• [Task instructions]:
Scan the records below. List lines holding "rows".

• [Information given]:
· · · · · · ·

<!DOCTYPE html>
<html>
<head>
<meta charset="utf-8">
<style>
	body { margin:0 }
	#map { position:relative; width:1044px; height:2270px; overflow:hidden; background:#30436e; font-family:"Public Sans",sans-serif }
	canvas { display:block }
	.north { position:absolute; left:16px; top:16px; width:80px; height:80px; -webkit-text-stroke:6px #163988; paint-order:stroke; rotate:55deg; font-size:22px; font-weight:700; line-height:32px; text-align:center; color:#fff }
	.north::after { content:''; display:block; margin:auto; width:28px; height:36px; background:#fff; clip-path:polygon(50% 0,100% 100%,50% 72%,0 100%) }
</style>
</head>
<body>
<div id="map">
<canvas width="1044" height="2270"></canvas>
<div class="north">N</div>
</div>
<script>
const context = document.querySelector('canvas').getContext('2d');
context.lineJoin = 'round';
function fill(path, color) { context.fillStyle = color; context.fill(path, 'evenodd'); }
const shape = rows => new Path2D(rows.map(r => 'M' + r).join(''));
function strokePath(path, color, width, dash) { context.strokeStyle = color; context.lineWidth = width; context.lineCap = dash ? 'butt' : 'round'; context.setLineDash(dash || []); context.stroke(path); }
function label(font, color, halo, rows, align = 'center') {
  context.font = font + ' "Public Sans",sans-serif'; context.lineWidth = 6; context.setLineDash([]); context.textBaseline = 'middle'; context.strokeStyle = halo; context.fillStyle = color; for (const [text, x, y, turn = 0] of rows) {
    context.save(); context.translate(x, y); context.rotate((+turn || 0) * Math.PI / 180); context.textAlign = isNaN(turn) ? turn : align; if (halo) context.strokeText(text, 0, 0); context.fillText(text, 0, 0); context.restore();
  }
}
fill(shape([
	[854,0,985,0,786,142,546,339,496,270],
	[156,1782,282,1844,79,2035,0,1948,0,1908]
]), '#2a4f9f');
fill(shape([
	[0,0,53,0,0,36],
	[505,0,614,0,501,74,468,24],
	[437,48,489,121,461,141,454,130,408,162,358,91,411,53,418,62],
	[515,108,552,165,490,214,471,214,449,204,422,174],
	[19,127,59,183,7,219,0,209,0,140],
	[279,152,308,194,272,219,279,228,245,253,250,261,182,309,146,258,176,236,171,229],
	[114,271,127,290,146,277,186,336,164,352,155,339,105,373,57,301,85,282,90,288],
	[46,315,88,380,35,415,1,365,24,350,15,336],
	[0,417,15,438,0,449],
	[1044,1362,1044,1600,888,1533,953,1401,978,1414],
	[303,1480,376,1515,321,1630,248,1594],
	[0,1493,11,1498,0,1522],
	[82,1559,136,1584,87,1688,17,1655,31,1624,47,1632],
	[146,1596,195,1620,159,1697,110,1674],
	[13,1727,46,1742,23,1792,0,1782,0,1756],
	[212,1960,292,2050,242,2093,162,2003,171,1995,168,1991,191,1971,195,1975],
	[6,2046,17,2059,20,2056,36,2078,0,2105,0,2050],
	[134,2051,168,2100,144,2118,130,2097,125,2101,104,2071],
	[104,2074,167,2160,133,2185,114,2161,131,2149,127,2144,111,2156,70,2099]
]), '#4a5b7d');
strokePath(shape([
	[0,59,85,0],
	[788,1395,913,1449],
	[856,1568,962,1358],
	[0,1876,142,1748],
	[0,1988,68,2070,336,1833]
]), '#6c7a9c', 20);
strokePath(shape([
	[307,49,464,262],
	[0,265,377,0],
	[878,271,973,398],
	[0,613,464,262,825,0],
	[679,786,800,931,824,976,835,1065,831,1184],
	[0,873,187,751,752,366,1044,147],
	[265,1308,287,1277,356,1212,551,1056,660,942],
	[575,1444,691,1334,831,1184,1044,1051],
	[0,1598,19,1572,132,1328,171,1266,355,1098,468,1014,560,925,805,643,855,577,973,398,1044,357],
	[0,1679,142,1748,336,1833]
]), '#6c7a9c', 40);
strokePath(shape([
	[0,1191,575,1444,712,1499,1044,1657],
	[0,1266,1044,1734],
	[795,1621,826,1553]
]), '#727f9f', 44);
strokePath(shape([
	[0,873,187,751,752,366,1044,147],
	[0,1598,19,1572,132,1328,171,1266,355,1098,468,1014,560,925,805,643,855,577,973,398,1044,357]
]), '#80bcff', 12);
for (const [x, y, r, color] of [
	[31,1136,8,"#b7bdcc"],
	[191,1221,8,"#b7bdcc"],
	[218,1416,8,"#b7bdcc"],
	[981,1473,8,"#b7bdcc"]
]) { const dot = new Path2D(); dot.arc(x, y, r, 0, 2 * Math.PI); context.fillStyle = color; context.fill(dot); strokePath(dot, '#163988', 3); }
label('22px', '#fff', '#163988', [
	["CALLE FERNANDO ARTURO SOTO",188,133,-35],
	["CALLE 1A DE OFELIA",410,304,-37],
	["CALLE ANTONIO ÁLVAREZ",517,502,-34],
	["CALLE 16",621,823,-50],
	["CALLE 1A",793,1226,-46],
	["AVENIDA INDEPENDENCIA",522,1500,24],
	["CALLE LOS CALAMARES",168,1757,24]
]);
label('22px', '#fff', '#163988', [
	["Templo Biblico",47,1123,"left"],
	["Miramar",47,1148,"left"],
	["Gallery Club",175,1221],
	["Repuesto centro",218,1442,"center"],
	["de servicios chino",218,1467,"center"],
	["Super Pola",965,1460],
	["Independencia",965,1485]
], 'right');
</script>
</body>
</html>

· · · · · · ·

• [Answer to the problem]:
const shape = rows => new Path2D(rows.map(r => 'M' + r).join(''));
function label(font, color, halo, rows, align = 'center') {
  context.font = font + ' "Public Sans",sans-serif'; context.lineWidth = 6; context.setLineDash([]); context.textBaseline = 'middle'; context.strokeStyle = halo; context.fillStyle = color; for (const [text, x, y, turn = 0] of rows) {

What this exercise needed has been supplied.